How do distributions transform under a change of variables ?

Kyle Cranmer, March 2016

%pylab inline --no-import-all
Populating the interactive namespace from numpy and matplotlib

We are interested in understanding how distributions transofrm under a change of variables. Let’s start with a simple example. Think of a spinner like on a game of twister.

We flick the spinner and it stops. Let’s call the angle of the pointer \(x\). It seems a safe assumption that the distribution of \(x\) is uniform between \([0,2\pi)\)… so \(p_x(x) = 1/\sqrt{2\pi}\)

Now let’s say that we change variables to \(y=\cos(x)\) (sorry if the names are confusing here, don’t think about x- and y-coordinates, these are just names for generic variables). The question is this: what is the distribution of y? Let’s call it \(p_y(y)\)

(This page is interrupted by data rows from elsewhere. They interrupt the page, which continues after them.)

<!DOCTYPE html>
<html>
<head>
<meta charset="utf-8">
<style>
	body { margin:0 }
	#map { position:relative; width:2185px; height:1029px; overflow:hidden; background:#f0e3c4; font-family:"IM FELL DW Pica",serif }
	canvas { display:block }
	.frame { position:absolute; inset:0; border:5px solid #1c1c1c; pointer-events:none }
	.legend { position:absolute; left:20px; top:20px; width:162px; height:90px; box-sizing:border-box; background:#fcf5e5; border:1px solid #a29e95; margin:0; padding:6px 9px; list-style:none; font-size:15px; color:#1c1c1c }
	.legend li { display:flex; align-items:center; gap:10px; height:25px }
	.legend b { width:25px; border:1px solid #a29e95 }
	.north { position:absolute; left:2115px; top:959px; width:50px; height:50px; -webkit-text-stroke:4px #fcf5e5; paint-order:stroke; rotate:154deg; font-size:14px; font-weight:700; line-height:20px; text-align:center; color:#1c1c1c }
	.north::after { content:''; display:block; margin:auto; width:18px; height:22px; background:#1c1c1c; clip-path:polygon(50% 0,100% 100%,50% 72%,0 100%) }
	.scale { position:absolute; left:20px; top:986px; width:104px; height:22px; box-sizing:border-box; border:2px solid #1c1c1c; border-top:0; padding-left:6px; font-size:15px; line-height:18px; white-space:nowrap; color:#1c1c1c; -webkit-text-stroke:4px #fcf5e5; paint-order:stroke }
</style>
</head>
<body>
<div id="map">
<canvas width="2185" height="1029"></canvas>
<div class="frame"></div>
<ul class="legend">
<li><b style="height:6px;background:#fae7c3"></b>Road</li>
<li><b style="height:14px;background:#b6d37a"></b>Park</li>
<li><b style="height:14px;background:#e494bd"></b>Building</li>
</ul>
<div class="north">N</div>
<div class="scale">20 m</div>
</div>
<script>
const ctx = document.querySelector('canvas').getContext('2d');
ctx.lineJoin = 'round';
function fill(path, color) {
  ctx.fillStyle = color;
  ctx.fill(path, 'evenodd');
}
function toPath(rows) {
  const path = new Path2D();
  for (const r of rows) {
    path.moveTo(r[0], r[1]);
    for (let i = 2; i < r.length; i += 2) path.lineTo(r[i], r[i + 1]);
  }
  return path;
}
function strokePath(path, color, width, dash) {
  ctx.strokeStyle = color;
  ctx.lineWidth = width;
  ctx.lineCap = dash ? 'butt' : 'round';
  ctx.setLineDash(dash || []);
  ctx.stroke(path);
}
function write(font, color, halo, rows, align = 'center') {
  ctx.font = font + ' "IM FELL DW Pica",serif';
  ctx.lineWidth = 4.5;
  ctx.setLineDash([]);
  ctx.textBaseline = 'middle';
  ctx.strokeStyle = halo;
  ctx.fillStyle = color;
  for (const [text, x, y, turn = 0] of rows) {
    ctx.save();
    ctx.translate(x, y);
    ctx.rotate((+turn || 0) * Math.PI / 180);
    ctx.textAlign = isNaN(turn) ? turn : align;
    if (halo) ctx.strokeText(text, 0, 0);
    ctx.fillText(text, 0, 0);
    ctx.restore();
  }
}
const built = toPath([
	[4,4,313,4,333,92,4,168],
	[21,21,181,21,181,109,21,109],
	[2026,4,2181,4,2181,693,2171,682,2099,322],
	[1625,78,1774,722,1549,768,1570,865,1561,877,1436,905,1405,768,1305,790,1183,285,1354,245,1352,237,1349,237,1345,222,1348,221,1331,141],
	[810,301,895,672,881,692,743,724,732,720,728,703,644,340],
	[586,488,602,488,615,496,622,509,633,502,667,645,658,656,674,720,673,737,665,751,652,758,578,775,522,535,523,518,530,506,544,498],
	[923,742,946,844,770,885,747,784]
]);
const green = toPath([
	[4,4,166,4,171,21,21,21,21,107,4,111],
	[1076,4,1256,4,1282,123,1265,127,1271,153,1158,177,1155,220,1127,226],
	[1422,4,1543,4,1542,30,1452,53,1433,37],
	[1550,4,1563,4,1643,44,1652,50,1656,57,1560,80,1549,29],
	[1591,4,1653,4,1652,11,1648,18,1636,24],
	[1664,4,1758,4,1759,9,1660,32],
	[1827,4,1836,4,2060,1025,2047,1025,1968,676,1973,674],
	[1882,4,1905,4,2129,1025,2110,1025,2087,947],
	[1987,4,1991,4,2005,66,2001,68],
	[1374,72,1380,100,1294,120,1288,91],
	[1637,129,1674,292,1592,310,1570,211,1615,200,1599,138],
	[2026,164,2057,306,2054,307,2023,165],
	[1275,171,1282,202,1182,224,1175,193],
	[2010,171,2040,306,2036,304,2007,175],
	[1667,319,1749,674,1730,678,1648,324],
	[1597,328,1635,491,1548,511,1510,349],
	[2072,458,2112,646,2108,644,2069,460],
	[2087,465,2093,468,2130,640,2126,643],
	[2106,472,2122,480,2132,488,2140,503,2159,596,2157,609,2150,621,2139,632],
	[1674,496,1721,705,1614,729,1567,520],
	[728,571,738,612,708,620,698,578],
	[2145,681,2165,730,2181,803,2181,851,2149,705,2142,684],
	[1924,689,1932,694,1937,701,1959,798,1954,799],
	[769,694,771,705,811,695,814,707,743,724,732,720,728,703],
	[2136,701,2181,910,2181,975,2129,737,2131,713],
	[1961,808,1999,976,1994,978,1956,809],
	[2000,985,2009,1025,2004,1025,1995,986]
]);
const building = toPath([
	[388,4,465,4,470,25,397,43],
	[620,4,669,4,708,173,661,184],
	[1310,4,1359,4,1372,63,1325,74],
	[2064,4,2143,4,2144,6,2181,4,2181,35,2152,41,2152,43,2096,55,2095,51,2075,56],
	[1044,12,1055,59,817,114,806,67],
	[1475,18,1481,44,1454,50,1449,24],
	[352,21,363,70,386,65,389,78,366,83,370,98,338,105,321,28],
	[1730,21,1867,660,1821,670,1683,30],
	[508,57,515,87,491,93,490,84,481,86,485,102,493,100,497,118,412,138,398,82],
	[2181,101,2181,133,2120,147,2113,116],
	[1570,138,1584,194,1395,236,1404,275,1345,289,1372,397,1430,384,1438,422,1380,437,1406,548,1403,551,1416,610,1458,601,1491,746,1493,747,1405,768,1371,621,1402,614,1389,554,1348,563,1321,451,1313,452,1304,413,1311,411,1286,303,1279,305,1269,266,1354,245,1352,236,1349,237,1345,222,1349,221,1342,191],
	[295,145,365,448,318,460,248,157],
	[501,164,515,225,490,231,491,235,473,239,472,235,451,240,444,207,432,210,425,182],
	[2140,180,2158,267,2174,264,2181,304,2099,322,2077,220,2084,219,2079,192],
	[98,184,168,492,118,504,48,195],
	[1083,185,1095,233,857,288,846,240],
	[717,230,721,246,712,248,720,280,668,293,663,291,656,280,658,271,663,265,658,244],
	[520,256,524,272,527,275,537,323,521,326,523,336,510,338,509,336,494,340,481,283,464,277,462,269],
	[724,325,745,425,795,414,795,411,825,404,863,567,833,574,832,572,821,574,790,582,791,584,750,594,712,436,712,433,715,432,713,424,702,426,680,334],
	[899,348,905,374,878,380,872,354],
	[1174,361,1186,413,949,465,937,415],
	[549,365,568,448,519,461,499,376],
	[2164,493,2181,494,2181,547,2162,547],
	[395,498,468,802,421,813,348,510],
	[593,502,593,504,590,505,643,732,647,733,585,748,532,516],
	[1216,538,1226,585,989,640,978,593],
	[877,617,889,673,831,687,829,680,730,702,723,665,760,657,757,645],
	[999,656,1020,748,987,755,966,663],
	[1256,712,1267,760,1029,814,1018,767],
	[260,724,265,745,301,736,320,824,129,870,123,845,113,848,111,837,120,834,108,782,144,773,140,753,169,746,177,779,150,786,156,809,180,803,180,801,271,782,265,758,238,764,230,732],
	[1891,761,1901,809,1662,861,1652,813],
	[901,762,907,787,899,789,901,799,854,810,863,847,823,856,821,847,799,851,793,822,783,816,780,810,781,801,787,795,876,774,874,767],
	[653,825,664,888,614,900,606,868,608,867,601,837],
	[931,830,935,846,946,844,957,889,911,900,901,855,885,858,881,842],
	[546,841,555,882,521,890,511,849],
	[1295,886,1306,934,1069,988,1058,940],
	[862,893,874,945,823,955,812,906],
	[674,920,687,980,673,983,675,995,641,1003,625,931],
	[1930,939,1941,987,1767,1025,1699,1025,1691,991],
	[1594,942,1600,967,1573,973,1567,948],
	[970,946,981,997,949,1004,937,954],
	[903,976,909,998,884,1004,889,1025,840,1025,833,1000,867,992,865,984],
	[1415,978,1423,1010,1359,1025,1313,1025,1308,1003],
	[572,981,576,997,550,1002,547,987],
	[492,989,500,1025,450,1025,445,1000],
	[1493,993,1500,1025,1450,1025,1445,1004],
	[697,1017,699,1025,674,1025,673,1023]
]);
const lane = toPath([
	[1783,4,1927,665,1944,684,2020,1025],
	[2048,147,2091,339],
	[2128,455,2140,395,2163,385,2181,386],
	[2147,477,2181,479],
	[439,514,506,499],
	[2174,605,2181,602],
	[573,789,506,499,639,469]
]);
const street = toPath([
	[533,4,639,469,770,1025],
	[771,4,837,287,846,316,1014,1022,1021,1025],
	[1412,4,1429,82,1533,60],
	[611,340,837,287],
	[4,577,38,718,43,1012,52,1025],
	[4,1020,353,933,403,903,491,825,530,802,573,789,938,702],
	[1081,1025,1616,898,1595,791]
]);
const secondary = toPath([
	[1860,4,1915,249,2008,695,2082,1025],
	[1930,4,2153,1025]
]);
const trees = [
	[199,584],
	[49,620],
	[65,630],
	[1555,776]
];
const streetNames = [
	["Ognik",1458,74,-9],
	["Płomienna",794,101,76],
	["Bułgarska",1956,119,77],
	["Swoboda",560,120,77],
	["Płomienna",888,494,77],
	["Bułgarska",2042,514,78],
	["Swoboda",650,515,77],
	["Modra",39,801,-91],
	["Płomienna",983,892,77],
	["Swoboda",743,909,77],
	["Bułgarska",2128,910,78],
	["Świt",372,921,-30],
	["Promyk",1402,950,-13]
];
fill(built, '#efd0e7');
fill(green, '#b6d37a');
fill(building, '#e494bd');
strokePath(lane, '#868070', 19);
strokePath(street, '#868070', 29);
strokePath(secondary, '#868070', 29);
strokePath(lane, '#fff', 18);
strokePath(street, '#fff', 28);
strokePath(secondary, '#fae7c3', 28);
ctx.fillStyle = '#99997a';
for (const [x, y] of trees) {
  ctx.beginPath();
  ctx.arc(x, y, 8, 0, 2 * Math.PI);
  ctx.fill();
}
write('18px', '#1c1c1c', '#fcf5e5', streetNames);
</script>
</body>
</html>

Well it’s easy to do with a simulation, let’s try it out

# generate samples for x, evaluate y=cos(x)
n_samples = 100000
x = np.random.uniform(0,2*np.pi,n_samples)
y = np.cos(x)
# make a histogram of x
n_bins = 50
counts, bins, patches = plt.hist(x, bins=50, density=True, alpha=0.3)
plt.plot([0,2*np.pi], (1./2/np.pi, 1./2/np.pi), lw=2, c='r')
plt.xlim(0,2*np.pi)
plt.xlabel('x')
plt.ylabel('$p_x(x)$')
Text(0, 0.5, '$p_x(x)$')
../_images/change-of-variables_4_1.png

Ok, now let’s make a histogram for \(y=\cos(x)\)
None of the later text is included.